Rating:
PG
House:
Schnoogle
Characters:
Draco Malfoy Harry Potter
Genres:
Drama
Era:
Multiple Eras
Spoilers:
Philosopher's Stone Chamber of Secrets Prizoner of Azkaban Goblet of Fire
Stats:
Published: 09/28/2002
Updated: 10/08/2002
Words: 34,842
Chapters: 10
Hits: 51,262

Moving Company

Lady Lance

Story Summary:
When Harry becomes Slytherin, everything changes. Old relationships end, new bonds are formed, and Harry becomes one of many new Defense Professors.

Chapter 03

Chapter Summary:
When Harry becomes Slytherin, everything changes. Old relationships end, new bonds are formed, and Harry becomes one of many new Defense Professors
Posted:
09/28/2002
Hits:
4,247


3. The Ways of the Slytherins

The next day brought with it the dubious pleasures of Divination, and Double Potions, as well as a free period. Ron was clearly pleased to see Harry as he finished the climb up the silvery ladder into the incense heavy room. If anything, Harry noted, the air was so thick this year that not a few people were coughing until someone discreetly opened a window to let some fresh air in.

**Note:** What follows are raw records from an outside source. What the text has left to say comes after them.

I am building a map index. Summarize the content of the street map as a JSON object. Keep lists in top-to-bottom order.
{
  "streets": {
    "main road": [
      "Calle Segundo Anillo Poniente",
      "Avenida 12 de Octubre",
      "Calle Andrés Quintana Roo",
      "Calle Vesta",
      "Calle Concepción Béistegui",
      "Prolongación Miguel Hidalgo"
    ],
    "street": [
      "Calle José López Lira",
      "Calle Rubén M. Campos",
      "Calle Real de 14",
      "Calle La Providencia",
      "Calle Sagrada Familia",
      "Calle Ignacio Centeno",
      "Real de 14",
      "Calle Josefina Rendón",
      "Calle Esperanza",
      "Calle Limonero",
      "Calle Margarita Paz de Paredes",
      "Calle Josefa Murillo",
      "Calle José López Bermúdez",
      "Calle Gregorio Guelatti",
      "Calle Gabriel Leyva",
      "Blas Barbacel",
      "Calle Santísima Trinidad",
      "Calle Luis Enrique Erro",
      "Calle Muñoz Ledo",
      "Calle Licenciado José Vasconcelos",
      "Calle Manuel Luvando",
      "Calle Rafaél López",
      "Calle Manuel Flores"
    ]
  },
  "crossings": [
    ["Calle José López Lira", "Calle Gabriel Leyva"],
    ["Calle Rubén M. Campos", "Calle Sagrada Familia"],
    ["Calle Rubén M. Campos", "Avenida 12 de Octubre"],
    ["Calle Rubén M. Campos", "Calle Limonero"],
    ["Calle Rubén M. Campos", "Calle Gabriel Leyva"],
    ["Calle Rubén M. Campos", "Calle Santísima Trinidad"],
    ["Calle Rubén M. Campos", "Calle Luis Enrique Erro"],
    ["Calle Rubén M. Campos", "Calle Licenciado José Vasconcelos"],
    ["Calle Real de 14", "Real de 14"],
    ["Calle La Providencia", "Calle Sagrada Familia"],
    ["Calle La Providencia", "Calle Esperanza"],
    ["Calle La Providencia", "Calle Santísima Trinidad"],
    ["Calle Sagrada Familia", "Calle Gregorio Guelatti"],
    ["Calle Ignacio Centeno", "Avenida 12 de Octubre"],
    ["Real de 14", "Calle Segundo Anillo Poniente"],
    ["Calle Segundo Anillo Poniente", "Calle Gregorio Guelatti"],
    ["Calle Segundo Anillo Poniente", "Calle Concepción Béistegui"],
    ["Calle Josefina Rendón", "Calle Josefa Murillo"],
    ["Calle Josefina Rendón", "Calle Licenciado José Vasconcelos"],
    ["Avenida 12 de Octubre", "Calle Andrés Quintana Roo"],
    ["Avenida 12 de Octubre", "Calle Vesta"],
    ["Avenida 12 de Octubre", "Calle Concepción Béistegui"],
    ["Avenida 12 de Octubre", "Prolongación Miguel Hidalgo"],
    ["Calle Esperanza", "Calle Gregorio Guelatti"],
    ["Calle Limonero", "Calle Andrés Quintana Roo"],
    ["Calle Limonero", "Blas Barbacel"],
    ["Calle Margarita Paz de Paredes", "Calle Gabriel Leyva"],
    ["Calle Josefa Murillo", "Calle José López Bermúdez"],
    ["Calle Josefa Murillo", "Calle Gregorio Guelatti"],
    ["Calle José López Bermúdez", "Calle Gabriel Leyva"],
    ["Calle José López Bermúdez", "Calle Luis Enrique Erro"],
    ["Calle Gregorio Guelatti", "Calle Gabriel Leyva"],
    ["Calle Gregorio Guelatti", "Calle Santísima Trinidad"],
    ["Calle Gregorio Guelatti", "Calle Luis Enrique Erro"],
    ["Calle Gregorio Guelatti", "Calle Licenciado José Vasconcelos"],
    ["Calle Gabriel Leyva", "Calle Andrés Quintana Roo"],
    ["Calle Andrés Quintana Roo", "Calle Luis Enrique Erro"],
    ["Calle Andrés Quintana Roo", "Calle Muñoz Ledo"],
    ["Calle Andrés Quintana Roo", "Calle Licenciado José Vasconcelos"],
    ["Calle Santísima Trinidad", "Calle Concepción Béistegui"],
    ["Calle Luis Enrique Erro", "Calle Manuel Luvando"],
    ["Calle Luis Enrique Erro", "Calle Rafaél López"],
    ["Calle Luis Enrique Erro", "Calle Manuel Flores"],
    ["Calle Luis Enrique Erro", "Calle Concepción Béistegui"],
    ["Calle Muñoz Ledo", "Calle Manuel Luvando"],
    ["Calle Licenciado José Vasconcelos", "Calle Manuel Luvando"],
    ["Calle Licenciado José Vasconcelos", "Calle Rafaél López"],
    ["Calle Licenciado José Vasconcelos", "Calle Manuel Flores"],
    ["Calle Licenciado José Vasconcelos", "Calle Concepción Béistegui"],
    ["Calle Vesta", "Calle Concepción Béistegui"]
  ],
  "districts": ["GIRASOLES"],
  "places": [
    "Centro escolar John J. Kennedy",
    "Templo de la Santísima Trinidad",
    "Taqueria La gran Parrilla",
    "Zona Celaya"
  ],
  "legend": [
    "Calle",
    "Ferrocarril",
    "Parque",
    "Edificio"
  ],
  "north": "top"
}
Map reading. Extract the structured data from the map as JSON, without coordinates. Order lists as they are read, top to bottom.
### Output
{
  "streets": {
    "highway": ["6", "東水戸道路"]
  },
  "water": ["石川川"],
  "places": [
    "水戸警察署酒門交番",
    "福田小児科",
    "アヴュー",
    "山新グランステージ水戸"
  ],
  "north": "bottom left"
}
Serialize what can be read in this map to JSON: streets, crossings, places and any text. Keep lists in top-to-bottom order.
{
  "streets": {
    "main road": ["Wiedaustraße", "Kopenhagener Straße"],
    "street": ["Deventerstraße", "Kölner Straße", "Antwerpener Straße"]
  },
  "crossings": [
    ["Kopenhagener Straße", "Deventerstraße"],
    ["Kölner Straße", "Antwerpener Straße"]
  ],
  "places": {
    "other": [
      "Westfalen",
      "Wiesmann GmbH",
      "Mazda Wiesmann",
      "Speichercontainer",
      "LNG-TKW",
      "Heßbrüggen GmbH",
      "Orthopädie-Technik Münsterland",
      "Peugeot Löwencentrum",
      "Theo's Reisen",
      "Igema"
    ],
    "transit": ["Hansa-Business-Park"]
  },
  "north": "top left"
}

Harry and Ron took up seats on two brightly colored pillows towards the back of the class as the tower slowly filled.

"How're you doing Ron?"

He shrugged. "It's all right I guess. I'm going to try out for Quidditch"

"Good luck."

"Are you?"

"Snape expects me to."

Before Ron could respond to that, Trelawney caught their attention.

"This year. This year we shall learn to unravel the secrets of the human aura and use them to predict our future." She looked Harry straight in the eye and gasped. "Oh Mr. Potter. Your aura is black, black as the night sky. I fear you will die screaming in pain."

Harry muttered, "Why couldn't I die in my sleep for once?"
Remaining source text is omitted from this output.